Newspaper headlines Papers devour Brexit “have cake and eat it” pic


Newspaper headlines: Papers devour Brexit "have cake and eat it" pic

Image caption "Have cake and eat it" - do those five handwritten words on a government document spotted in the hands of a senior Tory official spell out a likely Brexit negotiating tactic? The Guardian thinks so, giving over a huge chunk of its front page to show off the picture caught on long lens by an opportunistic photographer.
Image caption The i"s front page shows the same photograph, albeit so small that its readers will have to rely on reading the newspaper to learn exactly what is revealed in the "hugely embarrassing Whitehall gaffe".
Image caption The Daily Mail is alone among the newspapers in actually showing who was carrying the note - namely Julia Dockerill, an aide to Conservative MP Mark Field. While it is not clear whether she wrote the notes or was merely carrying them, the paper accompanies her picture with the headline "Oops! Has MP"s aide let slip Britain"s Brexit secrets?".

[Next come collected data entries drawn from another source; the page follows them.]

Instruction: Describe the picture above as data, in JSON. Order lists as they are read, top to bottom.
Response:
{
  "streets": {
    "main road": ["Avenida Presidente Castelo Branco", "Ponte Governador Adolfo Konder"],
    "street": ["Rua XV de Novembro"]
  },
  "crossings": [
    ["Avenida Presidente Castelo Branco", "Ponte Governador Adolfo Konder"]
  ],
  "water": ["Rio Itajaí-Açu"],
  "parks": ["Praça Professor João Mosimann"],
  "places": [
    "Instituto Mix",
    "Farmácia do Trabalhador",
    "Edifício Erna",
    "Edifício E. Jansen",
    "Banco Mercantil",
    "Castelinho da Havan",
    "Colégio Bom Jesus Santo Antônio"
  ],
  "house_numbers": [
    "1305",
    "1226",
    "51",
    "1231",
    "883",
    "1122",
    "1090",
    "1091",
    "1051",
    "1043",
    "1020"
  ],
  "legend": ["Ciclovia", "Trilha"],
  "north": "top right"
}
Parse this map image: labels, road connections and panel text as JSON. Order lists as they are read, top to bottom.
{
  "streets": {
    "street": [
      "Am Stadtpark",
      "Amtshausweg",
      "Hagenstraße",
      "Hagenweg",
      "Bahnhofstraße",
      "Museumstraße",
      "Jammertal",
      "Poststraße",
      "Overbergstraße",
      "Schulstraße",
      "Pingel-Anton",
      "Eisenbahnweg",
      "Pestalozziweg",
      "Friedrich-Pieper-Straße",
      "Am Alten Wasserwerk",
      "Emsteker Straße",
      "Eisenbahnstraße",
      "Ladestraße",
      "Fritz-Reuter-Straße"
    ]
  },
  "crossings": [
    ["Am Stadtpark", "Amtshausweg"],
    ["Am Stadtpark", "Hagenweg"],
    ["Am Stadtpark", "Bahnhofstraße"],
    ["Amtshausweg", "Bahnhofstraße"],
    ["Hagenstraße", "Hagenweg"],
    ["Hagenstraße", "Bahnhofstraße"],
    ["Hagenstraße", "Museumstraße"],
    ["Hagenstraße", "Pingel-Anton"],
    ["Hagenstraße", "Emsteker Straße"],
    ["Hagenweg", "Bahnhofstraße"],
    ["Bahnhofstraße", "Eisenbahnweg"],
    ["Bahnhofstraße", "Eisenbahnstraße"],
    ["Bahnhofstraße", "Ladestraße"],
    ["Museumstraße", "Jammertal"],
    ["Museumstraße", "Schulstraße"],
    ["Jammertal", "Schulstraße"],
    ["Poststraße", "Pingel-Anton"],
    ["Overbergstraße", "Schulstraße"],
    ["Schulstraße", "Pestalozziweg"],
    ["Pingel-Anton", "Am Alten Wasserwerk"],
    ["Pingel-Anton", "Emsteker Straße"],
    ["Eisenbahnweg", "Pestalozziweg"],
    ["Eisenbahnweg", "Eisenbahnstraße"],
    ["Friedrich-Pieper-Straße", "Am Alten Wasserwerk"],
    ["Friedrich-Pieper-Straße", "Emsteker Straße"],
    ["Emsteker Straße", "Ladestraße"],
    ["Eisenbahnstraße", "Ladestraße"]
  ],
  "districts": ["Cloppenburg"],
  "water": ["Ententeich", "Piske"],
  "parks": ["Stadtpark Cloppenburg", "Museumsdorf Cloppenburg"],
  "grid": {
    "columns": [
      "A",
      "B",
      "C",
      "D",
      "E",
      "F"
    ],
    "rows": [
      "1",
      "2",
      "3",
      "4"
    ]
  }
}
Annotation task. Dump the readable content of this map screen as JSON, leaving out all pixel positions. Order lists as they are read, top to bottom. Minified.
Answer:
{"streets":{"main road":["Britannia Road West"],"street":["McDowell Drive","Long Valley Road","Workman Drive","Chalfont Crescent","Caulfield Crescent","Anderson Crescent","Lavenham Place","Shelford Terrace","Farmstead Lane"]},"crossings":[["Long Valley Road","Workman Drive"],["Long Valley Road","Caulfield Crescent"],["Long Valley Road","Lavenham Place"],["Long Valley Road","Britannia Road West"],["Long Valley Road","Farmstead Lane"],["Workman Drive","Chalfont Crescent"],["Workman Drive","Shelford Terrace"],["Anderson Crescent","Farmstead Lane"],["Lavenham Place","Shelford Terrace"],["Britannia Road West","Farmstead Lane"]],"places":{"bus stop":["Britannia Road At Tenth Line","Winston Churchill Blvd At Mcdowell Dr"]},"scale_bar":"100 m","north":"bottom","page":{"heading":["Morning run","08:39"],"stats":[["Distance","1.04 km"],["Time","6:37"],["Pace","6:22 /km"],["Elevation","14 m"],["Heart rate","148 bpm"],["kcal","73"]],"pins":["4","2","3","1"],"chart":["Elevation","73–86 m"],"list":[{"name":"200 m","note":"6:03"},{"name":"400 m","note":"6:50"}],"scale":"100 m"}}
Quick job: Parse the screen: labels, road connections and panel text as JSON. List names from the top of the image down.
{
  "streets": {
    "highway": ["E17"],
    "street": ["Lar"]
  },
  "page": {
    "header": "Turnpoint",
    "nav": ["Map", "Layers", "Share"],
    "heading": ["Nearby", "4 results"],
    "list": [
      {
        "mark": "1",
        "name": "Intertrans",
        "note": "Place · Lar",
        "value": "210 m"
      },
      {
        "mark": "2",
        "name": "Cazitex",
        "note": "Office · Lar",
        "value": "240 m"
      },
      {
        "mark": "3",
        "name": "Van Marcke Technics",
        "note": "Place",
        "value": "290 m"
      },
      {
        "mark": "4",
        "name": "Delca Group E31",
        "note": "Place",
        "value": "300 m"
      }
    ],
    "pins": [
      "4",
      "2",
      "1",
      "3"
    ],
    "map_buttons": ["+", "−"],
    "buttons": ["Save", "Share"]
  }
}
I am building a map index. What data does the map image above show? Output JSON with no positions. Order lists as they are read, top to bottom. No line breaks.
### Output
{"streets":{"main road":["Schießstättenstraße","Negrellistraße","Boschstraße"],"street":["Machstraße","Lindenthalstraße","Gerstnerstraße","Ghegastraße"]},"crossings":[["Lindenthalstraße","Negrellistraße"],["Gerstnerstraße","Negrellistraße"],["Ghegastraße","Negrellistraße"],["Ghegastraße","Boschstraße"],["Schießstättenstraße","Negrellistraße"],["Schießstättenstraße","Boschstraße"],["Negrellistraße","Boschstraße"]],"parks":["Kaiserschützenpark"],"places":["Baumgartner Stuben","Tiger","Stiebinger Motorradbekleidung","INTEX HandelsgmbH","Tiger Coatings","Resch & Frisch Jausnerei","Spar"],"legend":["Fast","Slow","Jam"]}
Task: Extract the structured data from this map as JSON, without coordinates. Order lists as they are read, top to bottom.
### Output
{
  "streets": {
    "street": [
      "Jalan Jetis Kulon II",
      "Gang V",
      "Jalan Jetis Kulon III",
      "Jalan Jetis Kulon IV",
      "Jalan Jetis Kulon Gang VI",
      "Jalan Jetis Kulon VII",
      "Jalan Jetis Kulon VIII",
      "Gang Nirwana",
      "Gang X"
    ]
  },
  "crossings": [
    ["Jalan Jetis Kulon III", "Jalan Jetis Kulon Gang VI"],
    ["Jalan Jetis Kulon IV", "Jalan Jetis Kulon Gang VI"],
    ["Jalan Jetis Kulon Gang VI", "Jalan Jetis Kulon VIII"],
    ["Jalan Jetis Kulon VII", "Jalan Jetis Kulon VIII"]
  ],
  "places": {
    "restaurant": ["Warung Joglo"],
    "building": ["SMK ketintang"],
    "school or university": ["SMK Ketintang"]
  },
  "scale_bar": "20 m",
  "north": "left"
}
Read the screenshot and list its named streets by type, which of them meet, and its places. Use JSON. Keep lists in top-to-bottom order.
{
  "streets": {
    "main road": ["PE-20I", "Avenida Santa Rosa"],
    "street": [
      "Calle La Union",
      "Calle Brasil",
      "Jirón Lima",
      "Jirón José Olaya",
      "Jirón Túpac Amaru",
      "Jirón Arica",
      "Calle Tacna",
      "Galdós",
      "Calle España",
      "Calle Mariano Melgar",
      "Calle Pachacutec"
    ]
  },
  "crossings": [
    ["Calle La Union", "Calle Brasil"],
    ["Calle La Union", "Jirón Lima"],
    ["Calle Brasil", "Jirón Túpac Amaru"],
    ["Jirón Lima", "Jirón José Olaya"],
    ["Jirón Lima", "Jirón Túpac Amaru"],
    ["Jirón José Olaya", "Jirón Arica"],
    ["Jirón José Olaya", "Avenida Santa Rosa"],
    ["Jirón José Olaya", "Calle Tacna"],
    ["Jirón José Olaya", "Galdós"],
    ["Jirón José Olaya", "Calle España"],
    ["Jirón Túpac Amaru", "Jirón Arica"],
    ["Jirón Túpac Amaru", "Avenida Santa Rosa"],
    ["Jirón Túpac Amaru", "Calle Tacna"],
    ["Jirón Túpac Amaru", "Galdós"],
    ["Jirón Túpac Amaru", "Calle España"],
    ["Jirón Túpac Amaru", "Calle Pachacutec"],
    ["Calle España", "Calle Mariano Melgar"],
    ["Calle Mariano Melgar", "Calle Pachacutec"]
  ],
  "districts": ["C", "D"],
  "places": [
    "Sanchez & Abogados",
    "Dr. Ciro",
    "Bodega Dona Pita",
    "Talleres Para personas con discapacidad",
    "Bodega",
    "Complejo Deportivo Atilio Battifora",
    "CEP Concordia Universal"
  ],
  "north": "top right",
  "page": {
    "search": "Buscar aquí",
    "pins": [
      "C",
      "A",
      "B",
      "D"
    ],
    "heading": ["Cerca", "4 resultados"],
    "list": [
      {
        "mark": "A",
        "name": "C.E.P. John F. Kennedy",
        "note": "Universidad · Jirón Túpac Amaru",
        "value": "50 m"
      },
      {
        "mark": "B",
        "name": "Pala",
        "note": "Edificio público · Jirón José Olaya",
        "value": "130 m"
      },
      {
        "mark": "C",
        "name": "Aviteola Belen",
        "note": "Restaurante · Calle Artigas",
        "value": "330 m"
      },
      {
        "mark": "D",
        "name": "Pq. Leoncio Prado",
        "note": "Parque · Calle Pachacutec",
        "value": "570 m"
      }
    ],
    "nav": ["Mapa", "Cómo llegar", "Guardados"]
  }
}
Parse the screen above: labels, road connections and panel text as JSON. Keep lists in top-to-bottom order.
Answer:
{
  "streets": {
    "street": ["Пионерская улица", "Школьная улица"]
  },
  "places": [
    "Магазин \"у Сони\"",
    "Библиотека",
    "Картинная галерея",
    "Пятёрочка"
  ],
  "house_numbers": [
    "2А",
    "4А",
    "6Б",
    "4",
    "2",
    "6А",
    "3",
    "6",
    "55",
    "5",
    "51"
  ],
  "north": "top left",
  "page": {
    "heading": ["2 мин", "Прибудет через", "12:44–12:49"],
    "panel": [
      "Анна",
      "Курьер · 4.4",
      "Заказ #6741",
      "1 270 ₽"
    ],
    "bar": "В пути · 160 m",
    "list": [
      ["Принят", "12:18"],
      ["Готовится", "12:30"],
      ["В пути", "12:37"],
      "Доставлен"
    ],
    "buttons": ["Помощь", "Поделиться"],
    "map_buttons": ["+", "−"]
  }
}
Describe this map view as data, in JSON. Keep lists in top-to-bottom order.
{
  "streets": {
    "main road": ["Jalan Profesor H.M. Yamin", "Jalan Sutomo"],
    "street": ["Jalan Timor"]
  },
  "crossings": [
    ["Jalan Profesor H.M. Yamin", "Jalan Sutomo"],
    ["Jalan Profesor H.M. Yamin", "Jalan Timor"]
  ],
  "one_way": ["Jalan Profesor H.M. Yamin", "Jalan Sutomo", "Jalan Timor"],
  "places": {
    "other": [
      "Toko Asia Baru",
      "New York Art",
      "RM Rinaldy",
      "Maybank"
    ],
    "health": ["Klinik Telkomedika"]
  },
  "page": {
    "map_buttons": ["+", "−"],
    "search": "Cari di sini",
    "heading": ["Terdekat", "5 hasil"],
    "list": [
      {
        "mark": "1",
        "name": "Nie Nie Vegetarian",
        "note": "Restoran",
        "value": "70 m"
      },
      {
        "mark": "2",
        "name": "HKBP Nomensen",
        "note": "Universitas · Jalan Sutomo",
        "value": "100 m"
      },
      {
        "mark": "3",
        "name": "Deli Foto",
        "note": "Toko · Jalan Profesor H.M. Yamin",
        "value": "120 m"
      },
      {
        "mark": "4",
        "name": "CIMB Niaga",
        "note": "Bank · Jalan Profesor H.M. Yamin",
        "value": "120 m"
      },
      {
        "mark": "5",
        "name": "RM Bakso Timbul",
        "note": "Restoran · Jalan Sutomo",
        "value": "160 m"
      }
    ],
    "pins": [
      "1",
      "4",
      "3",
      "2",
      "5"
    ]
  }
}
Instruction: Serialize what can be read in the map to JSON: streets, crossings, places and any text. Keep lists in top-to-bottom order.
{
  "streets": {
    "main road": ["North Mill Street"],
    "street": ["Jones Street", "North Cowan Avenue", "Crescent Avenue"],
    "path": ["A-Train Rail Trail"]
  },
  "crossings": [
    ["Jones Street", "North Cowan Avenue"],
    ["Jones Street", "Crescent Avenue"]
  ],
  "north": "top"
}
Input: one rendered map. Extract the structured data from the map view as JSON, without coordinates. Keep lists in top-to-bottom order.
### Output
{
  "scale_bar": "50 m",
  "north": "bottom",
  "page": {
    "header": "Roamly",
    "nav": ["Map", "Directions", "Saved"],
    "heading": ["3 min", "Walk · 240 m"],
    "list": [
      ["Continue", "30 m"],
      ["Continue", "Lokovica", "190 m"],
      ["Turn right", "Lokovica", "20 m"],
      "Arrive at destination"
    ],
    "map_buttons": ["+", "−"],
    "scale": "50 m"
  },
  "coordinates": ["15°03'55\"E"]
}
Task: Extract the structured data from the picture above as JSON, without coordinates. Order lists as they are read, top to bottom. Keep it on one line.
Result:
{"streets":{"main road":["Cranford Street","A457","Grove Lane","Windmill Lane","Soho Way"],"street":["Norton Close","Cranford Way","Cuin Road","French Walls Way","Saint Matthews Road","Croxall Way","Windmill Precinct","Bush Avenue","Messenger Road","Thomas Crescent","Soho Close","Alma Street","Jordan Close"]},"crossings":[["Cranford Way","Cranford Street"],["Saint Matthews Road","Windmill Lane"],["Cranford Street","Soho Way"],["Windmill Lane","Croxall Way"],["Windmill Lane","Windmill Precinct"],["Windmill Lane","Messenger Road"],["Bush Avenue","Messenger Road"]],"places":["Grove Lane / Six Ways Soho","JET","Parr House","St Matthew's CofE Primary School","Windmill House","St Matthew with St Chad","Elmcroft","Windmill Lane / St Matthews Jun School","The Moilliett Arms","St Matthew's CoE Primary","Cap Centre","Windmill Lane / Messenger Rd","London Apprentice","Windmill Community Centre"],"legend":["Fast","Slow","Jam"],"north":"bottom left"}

Image caption There"s no pictorial evidence of the note on the front page of the Times, even though it leads on the same story. However, it does attempt to explain the "cake and eat it" reference, saying it reflects Prime Minister Theresa May"s insistence that Britain should get the best possible deal.
Image caption An alternative Brexit story leads the Financial Times, as it focuses of the warning by the president of the European Central Bank, Mario Draghi, that the UK will feel more "pain" than the EU once the parting of the ways is complete.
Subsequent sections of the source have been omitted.